6. Estão as empresas portuguesas preparadas para desenvolver processos de internacionalização?
Chegamos agora à fase de reflectir sobre o contexto português. O aumento de complexidade exige um alargamento de horizontes que muitas vezes só é conseguido com mudança na gestão ou no corpo accionista. Se os gestores portugueses são criticados, o mais das vezes, pela sua visão de curto prazo, será que estão em condições de internacionalizar as suas empresas?
A integração de uma empresa adquirida é sempre um processo complexo, tanto mais se se tratar de uma aquisição internacional. Neste último caso há situações com as quais os gestores não estão familiarizados como seja a língua e a cultura.
De referir que no caso português, em muitos dos sectores será necessário proceder, em primeiro lugar, a uma reestruturação empresarial doméstica, antes de poder avançar para uma internacionalização. A dimensão das empresas portuguesas tende a ser tão pequena que não permite pensar nesse salto qualitativo. É, por isso, necessário iniciar, em muitos casos, a criação de massa crítica a nível nacional avançando com processos de fusões e aquisições nacionais, antes de pensar em fusões e aquisições internacionais.
O caso da CIN é sintomático. A empresa procedeu a uma reestruturação profunda a nível nacional da industria de tintas com a aquisição das melhores empresas do sector, tendo ganho uma massa crítica que lhe permite agora avançar para outros mercados dominando o mercado local.
De referir que, de acordo com o estudo elaborado pela A.T. Kearney e pelo IMD, referido anteriormente, as empresas de maior sucesso nas reestruturações são as que concentraram esforços no crescimento e não no “downsizing”:
Julgamos que o mesmo se aplica às empresas Portuguesas que conseguiram exposições de internacionalização com sucesso.

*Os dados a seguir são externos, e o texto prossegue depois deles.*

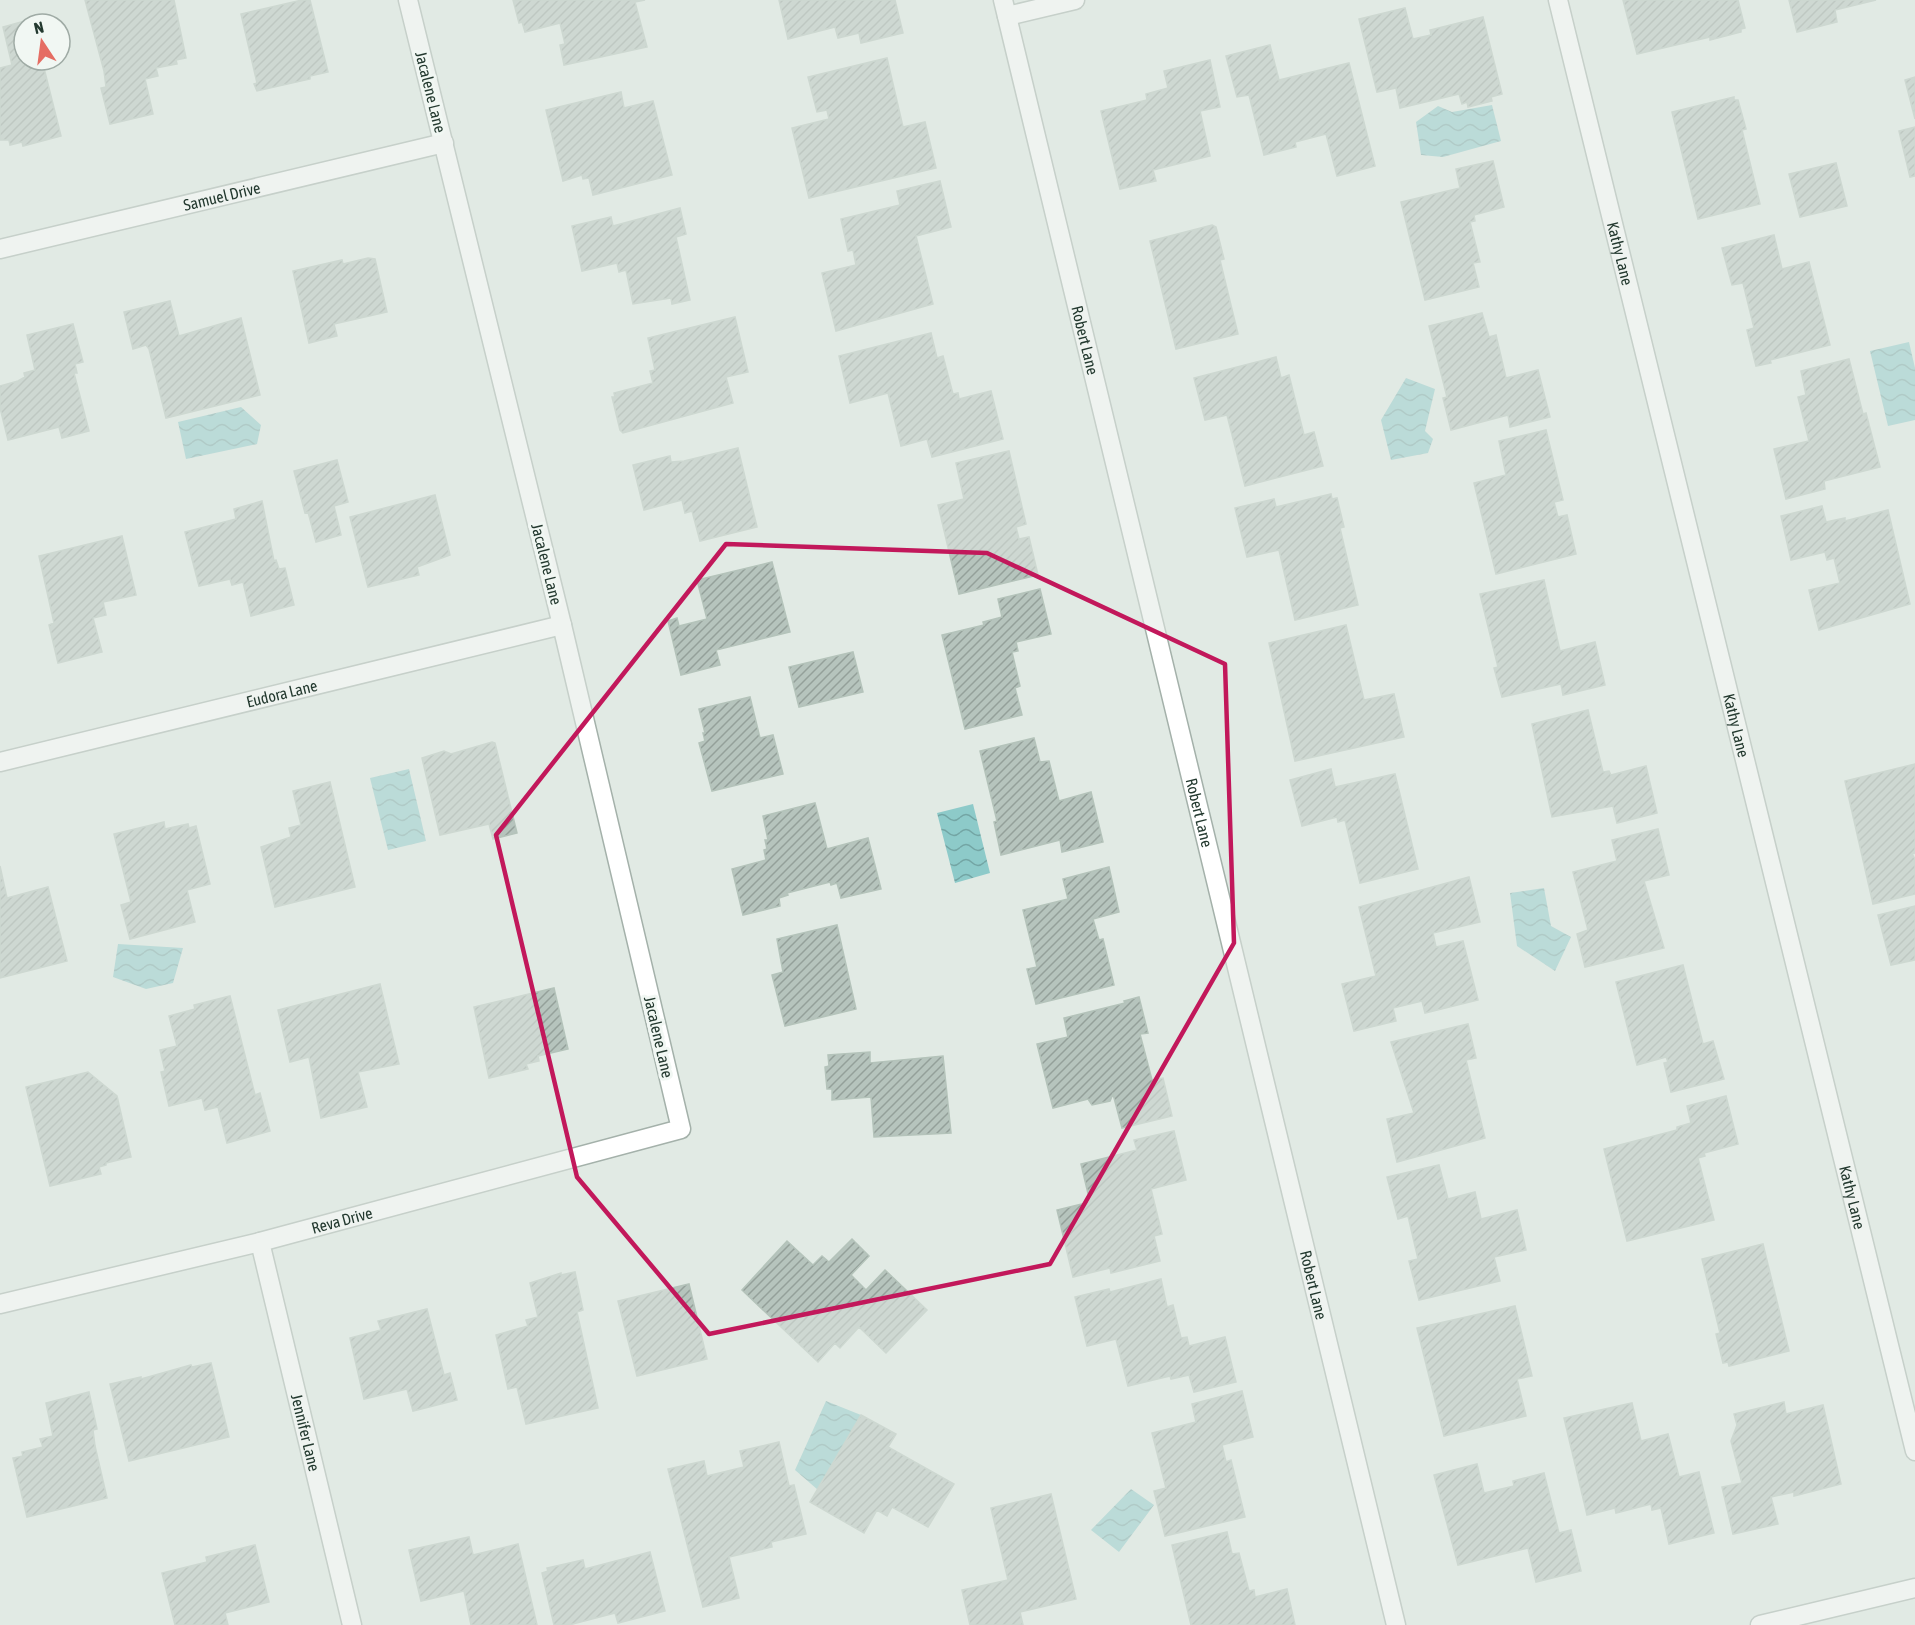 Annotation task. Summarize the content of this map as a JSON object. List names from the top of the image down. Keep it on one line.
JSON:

De facto, empresas como por exemplo a Jerónimo Martins, a Cimpor, a Sonae ou a Corticeira Amorim são criadores líquidos de emprego e atingiram uma massa crítica nacional em que é o próprio país que lhes cria agora limitações ao crescimento. Para crescerem nos seus negócios de base de forma rentável têm agora de crescer externamente e, as fusões e aquisições são uma das formas mais rápidas e eficientes de o fazer.
7. Conclusão
A complexidade e a globalização da economia criam características nas industrias que exigem destas reestruturações contínuas. Assim, os gestores têm de gerir as reestruturações em paralelo com as suas atividades diárias. Ou seja, os processos de reestruturação deixaram de ser ocasionais para ganharem um cariz de permanência, o que obriga a que os gestores adquiram formação e experiência neste tipo de atividade à semelhança de qualquer outra. Além disso, a internacionalização exige preparação adicional dos gestores quanto às diferenças culturais e linguísticas.
Referências bibliográficas
Evans, R.1996. Takeover fever rages in Europe, Março, 38.
Global Finance. 1996. 8 Dream cross-border, Janeiro, 34-39.
Leander, E. 1996. High-Tech direct investment is flooding to Spain, Global Finance, Fevereiro, 21-22.
Neves, J.C. 1993. Timing and Economic Value of Mergers and Acquisitions, Ph.D.
Thesis, Manchester University: Manchester Business School.
Shibata, Y. 1996. Get ready for a breakthrough in Japanese M&A, Global Finance, Julho, 15-16.
Sudarsanam, P. 1995. The Essence of mergers and acquisitions, Londres: Essence of Management Prentice Hall Series.
Zelade, R. 1996. Management briefs. International Business, Setembro, 6.